See also: Farmer Focus: No chance to rest before harvest

Early wheat

It’s been the earliest ever start to wheat harvest for Bedfordshire farmer Charles Paynter, who started cutting winter wheat on 16 July.

Charles notes that the farm has never cut wheat this early, not even in the dry year of 1976.

Crops were drilled in early October on heavy land and are coming in at a moisture content of 14.9%.

It’s a similar story for Fenland farmer Mike Neaverson, who farms across south Lincolnshire and north Cambridgeshire.

Wheat harvest began on 14 July, beating his previous earliest harvest in 2022 by five days.

Awful spring barley

Spring barley crops are already being cut in Herefordshire, with Ally Hunter Blair describing this year’s crop as “utterly, utterly awful”.

He started cutting on 14 July, with yields coming in at 4t/ha.

“We would budget on a yield of 5t/ha but expect to be closer to 7t/ha.

“We will have made a significant loss on the crop at 4t/ha, if it doesn’t make the malting premium,” he says.

Ally has been cutting the crop early in the morning, with moisture coming in at 13%, but by midday he has been forced to stop as moisture levels dropped to 11.2%.

Further north

In Northumberland, fields of winter barley were being cut as early as 9 July.

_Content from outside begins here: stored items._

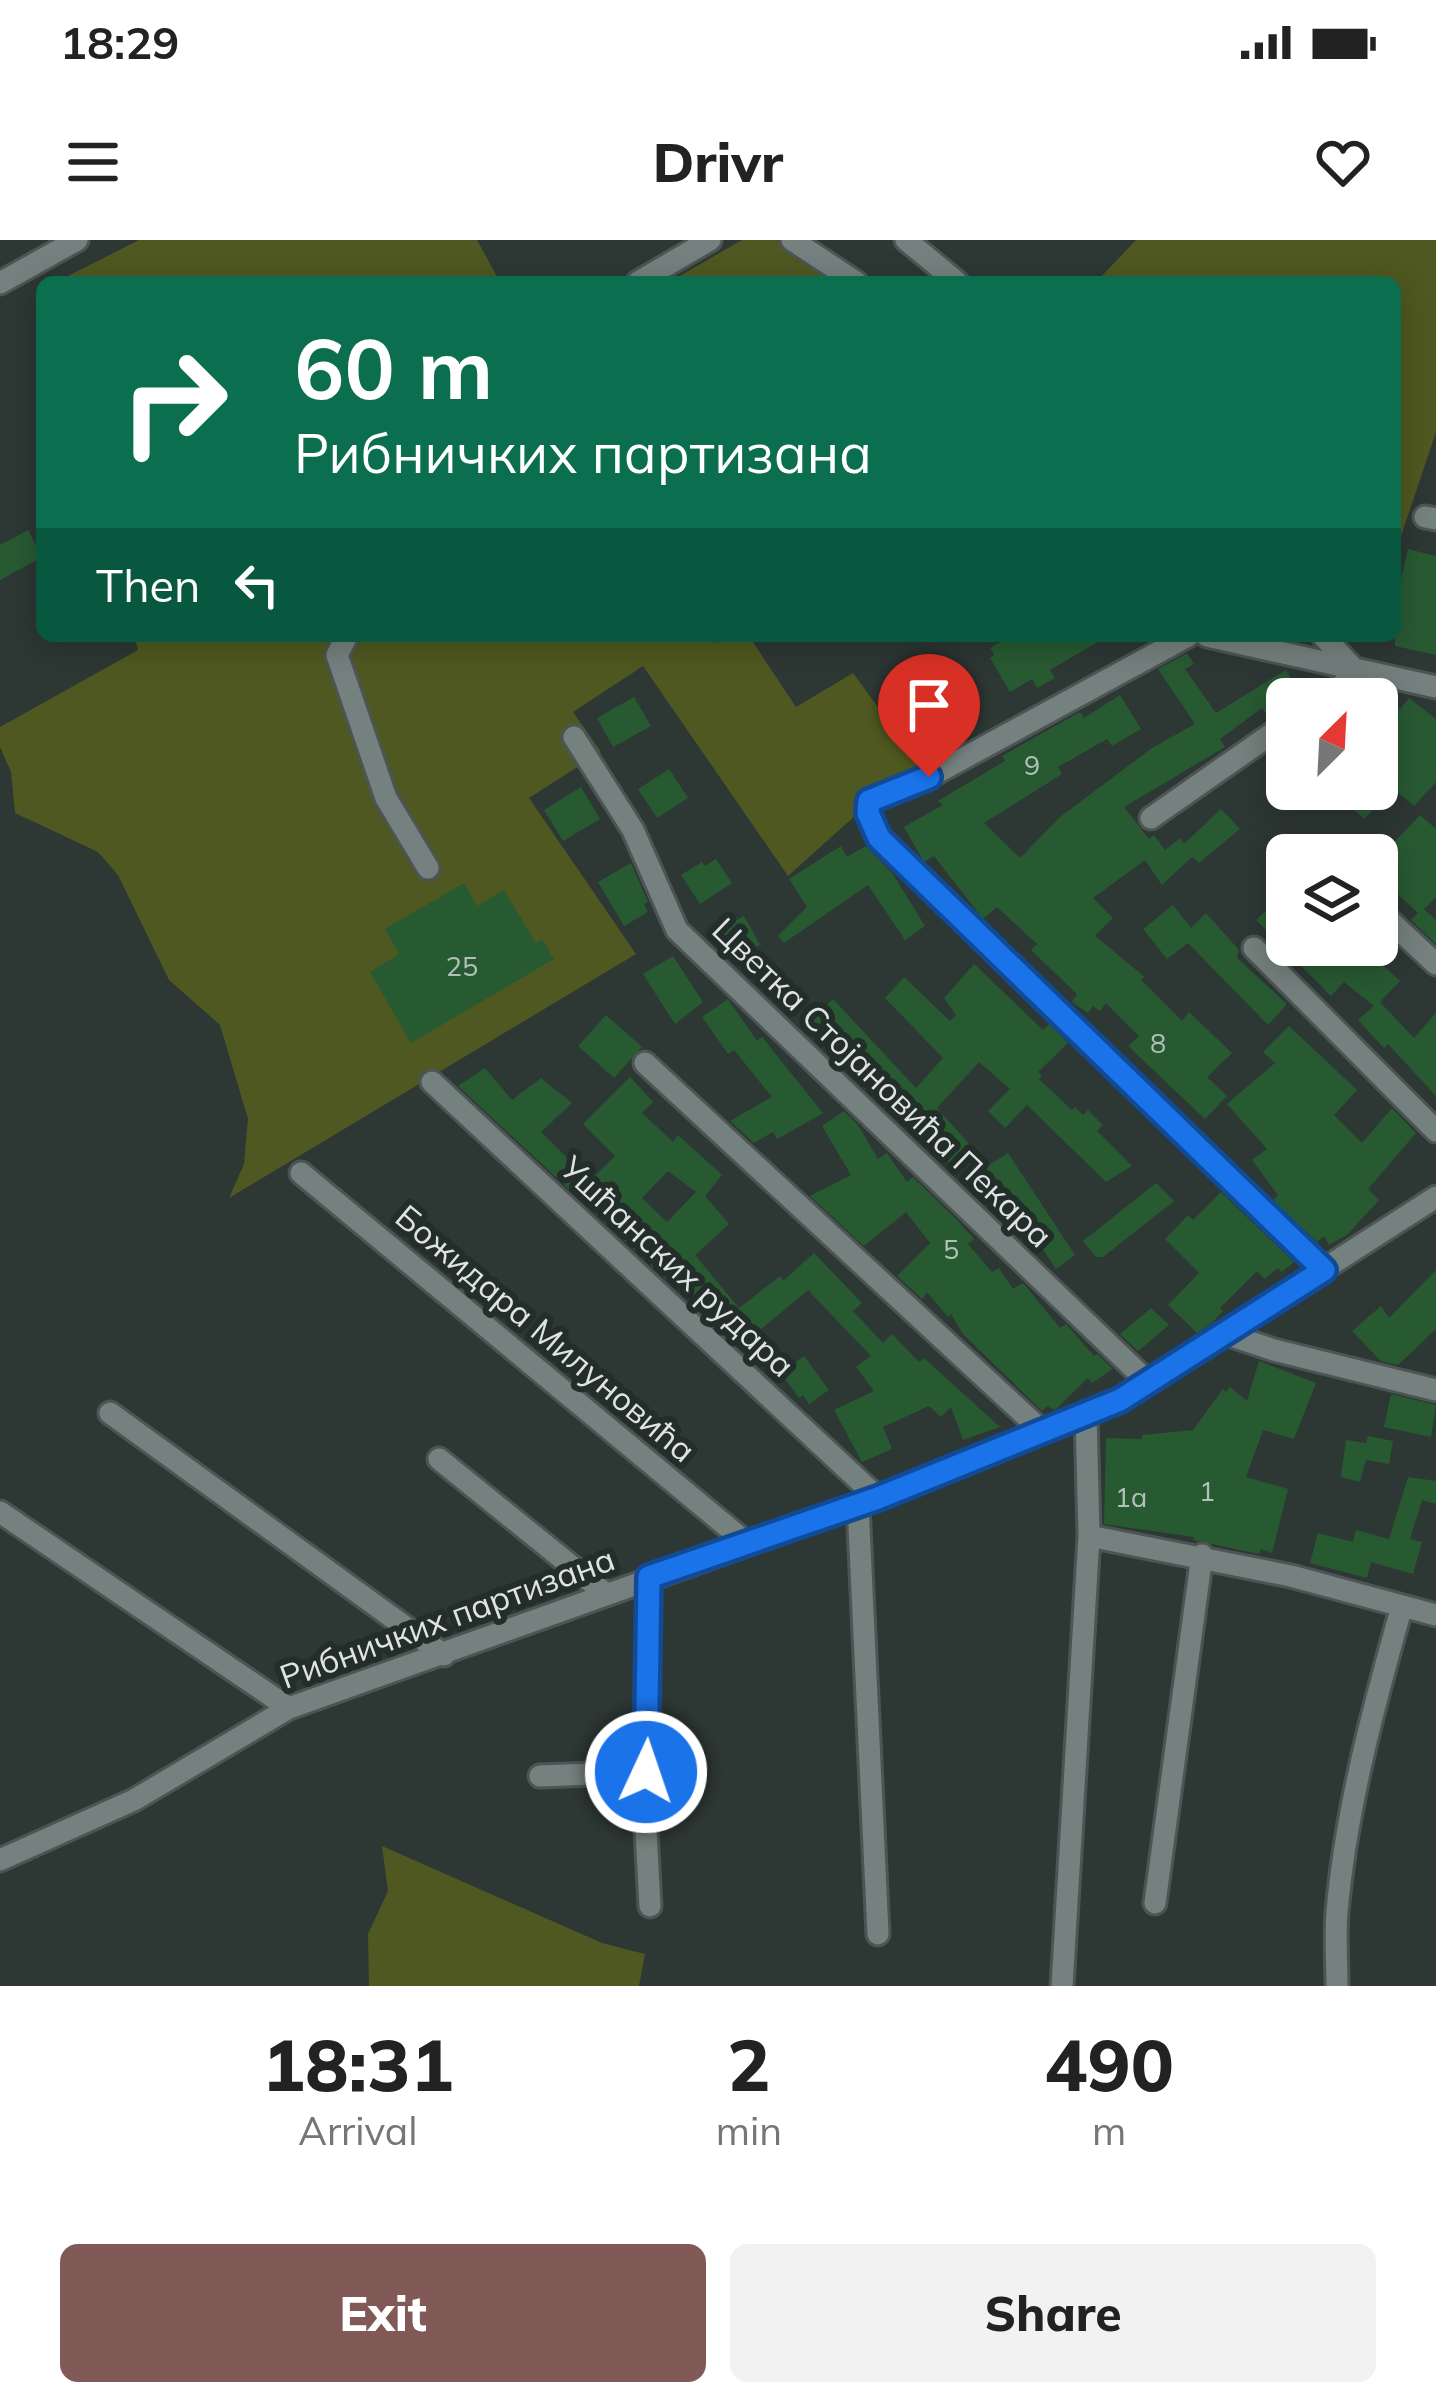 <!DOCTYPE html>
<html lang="en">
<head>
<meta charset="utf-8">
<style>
	body { margin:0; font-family:Mulish,sans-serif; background:#f2f2f2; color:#222; height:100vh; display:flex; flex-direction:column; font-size:45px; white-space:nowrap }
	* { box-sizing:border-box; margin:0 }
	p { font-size:39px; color:#767676 }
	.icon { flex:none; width:66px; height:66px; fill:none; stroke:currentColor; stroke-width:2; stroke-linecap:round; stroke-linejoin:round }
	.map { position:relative; height:1746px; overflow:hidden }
	.drawer { display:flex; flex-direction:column; background:#fff; flex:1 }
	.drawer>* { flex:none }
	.banner { position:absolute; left:36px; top:36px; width:1365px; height:366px; border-radius:18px; box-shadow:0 6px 30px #0003; background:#0b6e4f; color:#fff; overflow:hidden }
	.needle { width:78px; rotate:24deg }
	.fabs { position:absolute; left:1266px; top:438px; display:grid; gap:24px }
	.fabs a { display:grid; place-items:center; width:132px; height:132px; border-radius:18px; background:#fff; box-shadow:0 6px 30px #0003; font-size:60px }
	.pin { position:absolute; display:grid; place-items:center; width:102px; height:102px; color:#fff; margin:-123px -51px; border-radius:50% 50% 50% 0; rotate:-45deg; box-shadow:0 0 12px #0007 }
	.pin .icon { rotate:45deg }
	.me { position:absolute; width:132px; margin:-66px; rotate:3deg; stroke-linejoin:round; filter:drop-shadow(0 0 9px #0008) }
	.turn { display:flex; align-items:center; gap:42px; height:252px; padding:0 60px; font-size:54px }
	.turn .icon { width:156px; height:156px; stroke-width:2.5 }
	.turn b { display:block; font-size:84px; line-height:102px }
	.then { display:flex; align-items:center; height:114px; padding:0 60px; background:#0003; gap:24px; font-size:45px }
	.eta { display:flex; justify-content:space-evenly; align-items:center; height:204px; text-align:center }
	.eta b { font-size:72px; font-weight:800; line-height:84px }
	.primary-button { display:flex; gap:24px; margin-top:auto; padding:24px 60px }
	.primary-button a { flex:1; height:138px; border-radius:18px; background:#815956; color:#fff; font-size:48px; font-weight:800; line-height:138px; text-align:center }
	.primary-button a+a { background:#f2f2f2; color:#222 }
	.status { display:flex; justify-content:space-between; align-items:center; height:84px; padding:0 60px; background:#fff; direction:ltr }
	.status svg { height:33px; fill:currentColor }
	header { display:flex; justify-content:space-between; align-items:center; height:156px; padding:0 60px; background:#fff; font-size:54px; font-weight:800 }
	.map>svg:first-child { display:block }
	.green { fill:#4f5820 }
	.building { fill:#285a32; fill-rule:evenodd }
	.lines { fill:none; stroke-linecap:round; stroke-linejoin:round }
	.minor-casing { stroke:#4d5554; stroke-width:27 }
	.minor { stroke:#75817e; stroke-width:21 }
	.route-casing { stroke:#114b97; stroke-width:30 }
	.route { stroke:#1a73e8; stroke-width:21 }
	.labels { text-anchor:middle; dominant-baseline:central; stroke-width:12; stroke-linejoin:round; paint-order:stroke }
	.number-label { font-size:27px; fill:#b0c2b7 }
	.street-label { font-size:33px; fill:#dee4e3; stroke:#232d2a }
</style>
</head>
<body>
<div class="status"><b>18:29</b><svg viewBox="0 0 49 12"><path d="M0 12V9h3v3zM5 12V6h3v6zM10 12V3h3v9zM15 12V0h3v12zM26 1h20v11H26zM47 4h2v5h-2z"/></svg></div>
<header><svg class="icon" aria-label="menu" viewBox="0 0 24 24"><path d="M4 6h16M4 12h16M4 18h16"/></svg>Drivr<svg class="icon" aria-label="heart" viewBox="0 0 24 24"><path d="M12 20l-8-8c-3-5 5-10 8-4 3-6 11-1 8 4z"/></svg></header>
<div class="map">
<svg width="1436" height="1746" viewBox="0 0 1436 1746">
	<rect width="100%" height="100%" fill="#2d3734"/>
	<path class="green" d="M139,0H477L500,42H56Z
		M742,0H777L839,42H669Z
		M1136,0H1436V192L1395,314V42H1096Z
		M134,396H709L714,403L727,396H749L796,467L853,433L929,537L867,565L788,636L643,426L573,472L601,512L529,558L636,714L229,958L244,924L248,879L220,785L169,740L118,635L98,612L15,573L11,532L0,507V487L138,410Z
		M382,1606L602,1703L645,1714L639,1746H369L368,1694L388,1651Z"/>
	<path class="building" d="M28,290L42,317L0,340V305Z
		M1408,309L1436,316V415L1395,406V366Z
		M1011,396H1108L1050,430L1055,438L1037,448L1032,439L1010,452L990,418L994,415L990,408Z
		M1187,413L1194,424L1185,429L1216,473L1286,430L1301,455L1287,459V464L1268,477L1262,468L1220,499L1225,507L1124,567L1149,599L1154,595L1165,610L1180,598L1184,604L1221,569L1240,589L1199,623L1192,617L1162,645L1145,620L1093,658L1113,678L1095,696L1145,737L1141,740L1182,781L1189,772L1232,813L1207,837L1227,856L1205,879L1128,806L1139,796L1106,763L1100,771L1093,766L1088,773L1072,762L1077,754L1031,710L1037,704L997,667L983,679L934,616L924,622L904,587L943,565L938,561L1005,521L1002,516L1080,472L1084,478L1120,455L1141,489L1112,506L1107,499L1058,527L1062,534L984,583L1020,618L1060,577L1152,508L1195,484L1158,429Z
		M1377,452L1400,469L1409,458L1436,479V542L1414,566L1394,549L1364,579L1342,558L1351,549H1377Z
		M634,457L651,486L613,507L597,478Z
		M669,529L688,558L657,578L638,549Z
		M581,547L600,579L563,601L544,570Z
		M1420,575L1436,589V657L1424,669L1436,680V704L1411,680L1418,673L1387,644L1377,654V620Z
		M841,606L847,617L866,606L893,634L925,686L905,700L868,645L784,703L778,696L807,667L789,639Z
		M716,619L732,643L700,664L681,635L702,622L705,626Z
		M631,623L648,662L644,664L648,672L624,686L598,642Z
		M464,643L477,666L504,650L536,703L542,699L554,719L411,803L370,732L399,714L385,689Z
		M1274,663L1287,676V705H1361L1400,741L1380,762L1414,798L1436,773V856L1388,804L1384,808L1358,780L1374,766L1344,742L1331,756L1256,680Z
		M1173,665L1191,688L1206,673L1239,710L1237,718L1287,764L1268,785L1188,703L1167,719L1143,689Z
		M744,676L760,705L731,721L710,695Z
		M673,716L703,762L675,784L643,734Z
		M974,724L1043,790L1049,784L1068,803L1038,832L1042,836L1039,839L1072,870L1075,867L1083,875L1088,870L1103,885L1097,891L1132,926L1106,942L1027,865L1005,888L988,871L1010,849L979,822L937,868L970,905L949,923L875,849L870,854L834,820L842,815L809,784L833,759L916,848L943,818L885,758L904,737L950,781L956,775L944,758Z
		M728,759L757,801L762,797L823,873L777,899L773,892L754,903L730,881L772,857L734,810L728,814L702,777Z
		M606,775L642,807L614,838L578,806Z
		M1289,786L1357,850L1334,875L1362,903L1392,868L1416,893L1368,949L1379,960L1348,994L1329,1005L1324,996L1317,1002L1273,960L1278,955L1252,920L1267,909L1227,864L1275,823L1263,812Z
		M485,828L512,860L541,838L572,863L541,892L590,941L615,916L583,884L630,837L653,862L642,873L673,902L678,895L722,935L705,956L729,984L695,1015L739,1068L780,1036L783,1041L814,1013L862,1063L853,1071L883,1103L892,1094L919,1122L924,1118L1000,1187L963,1200L951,1167L941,1177L929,1166L883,1187L892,1209L862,1222L834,1170L874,1151L856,1127L871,1116L846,1090L808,1050L759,1091L771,1103L754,1119L749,1117L711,1082L680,1042L674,1047L458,846ZM668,931L696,952L667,982L642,958Z
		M844,871L858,885L878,919L887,913L907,942L913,937L958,981L974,999L968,1004L992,1032L999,1028L1013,1049L1023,1043L1060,1088L1066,1084L1094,1116L1097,1114L1113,1129L1092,1143L1088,1138L1055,1170L1047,1166L1042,1171L963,1094L951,1074L948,1077L927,1052L922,1059L897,1036L930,1003L906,972L864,1006L810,956L851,935L822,886Z
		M1008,913L1075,1015L1056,1029L1026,984L1022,987L1016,979L1013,981L980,931Z
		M1156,943L1174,961L1103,1017H1096L1083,1001Z
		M1221,952L1294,1022L1282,1032L1278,1028L1265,1039L1257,1031L1220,1068L1223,1071L1212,1083L1197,1093L1168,1065L1199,1033L1165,999L1188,975L1193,980Z
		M1436,1030V1089L1398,1125L1381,1121L1352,1091L1381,1066L1389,1078Z
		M1151,1068L1169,1085L1138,1111L1120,1094Z
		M804,1116L829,1150L809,1164L803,1155L799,1158L781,1133Z
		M1259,1121L1316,1143L1294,1199L1263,1190L1246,1237L1288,1249L1272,1313L1261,1309L1259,1314L1193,1300L1194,1297L1104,1284L1106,1198L1142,1199V1195L1193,1190L1223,1149L1226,1152L1230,1147L1247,1161Z
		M1391,1154L1436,1165L1431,1197L1384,1187Z
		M1368,1196L1393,1201L1389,1224L1366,1220L1360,1242L1341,1237L1346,1200L1366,1203Z
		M1408,1237L1436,1241V1264L1422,1260L1410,1299L1422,1302L1413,1334L1371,1322L1367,1338L1310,1323L1318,1293L1353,1302L1356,1290L1389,1299Z"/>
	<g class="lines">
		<g class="minor-casing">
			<path id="minor" d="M792,0L856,42
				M906,0L957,42
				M638,42L710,0
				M0,43L77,0
				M1425,277L1436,279
				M347,396L337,415L386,558L428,628
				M1188,396L929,537L869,561L867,573L879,599L1324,1030
				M1207,396L1436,447
				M1323,396L1358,433
				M1322,459L1359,433
				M574,497L633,590L677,690L1149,1143
				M1151,578L1287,483
				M1377,669L1436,724
				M1254,708L1436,891
				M645,823L1041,1190
				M432,842L878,1258
				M301,933L748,1304
				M1226,1094L1274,1110L1436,1150
				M110,1173L444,1415
				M439,1219L606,1354
				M858,1265L878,1694
				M0,1272L289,1468
				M1089,1296L1291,1336L1436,1375
				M649,1337L644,1554L650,1666
				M540,1536L645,1532
				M0,1620L134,1560L289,1468L878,1258L1120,1160L1436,957
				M1155,1663L1202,1315
				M1062,1746L1089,1296L1086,1173
				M1337,1746C1337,1722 1335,1696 1337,1672C1346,1569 1374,1465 1402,1366"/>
		</g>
		<use href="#minor" class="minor"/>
	</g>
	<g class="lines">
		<g class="route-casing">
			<path id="route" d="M646,1532L649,1337L878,1258L1120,1160L1324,1030L879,598L868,573L869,561L929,537"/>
		</g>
		<use href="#route" class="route"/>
	</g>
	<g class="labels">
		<g class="number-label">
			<text x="1032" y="525">9</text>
			<text x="462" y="726">25</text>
			<text x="1158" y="803">8</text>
			<text x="951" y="1009">5</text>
			<text x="1207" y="1251">1</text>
			<text x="1131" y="1257">1a</text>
		</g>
		<g class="street-label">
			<text transform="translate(883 842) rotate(44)">Цветка Стојановића Пекара</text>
			<text transform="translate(678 1026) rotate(43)">Ушћанских рудара</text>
			<text transform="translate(546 1093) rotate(40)">Божидара Милуновића</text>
			<text transform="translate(447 1377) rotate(-20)">Рибничких партизана</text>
		</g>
	</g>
</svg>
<div class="fabs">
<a><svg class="needle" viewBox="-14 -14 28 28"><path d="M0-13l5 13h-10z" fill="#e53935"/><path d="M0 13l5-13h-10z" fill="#767676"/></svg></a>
<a><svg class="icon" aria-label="layers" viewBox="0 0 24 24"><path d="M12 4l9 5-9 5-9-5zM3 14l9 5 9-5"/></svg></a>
</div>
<div class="pin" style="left:929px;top:537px;background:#d93025"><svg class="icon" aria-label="arrive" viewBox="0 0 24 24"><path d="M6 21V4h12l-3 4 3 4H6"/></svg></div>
<svg class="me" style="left:646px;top:1532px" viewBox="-20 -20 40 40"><circle r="17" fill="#1a73e8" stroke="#fff" stroke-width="3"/><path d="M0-11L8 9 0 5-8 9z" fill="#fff"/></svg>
<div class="banner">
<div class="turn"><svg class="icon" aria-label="right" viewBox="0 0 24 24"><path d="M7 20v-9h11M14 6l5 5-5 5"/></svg><div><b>60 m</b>Рибничких партизана</div></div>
<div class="then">Then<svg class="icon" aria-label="left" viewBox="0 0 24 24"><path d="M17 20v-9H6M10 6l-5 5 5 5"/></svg></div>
</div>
</div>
<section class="drawer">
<div class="eta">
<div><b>18:31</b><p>Arrival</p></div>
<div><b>2</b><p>min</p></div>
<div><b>490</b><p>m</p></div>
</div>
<div class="primary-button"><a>Exit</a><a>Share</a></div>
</section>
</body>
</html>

That was a record for Matthew Curry, managing director at North East Grains.

In the Scottish borders, Neil White kickstarted his winter barley, breaking his previous record by a good few days.

Yields are proving variable, with initial figure coming in just below the farm’s five-year average, with some of the driest grain he has ever cut.

It was also perfect harvest conditions and an early start on 9 July for Irish farmer Joe Deverell, who began cutting the six-row winter barley Joyou.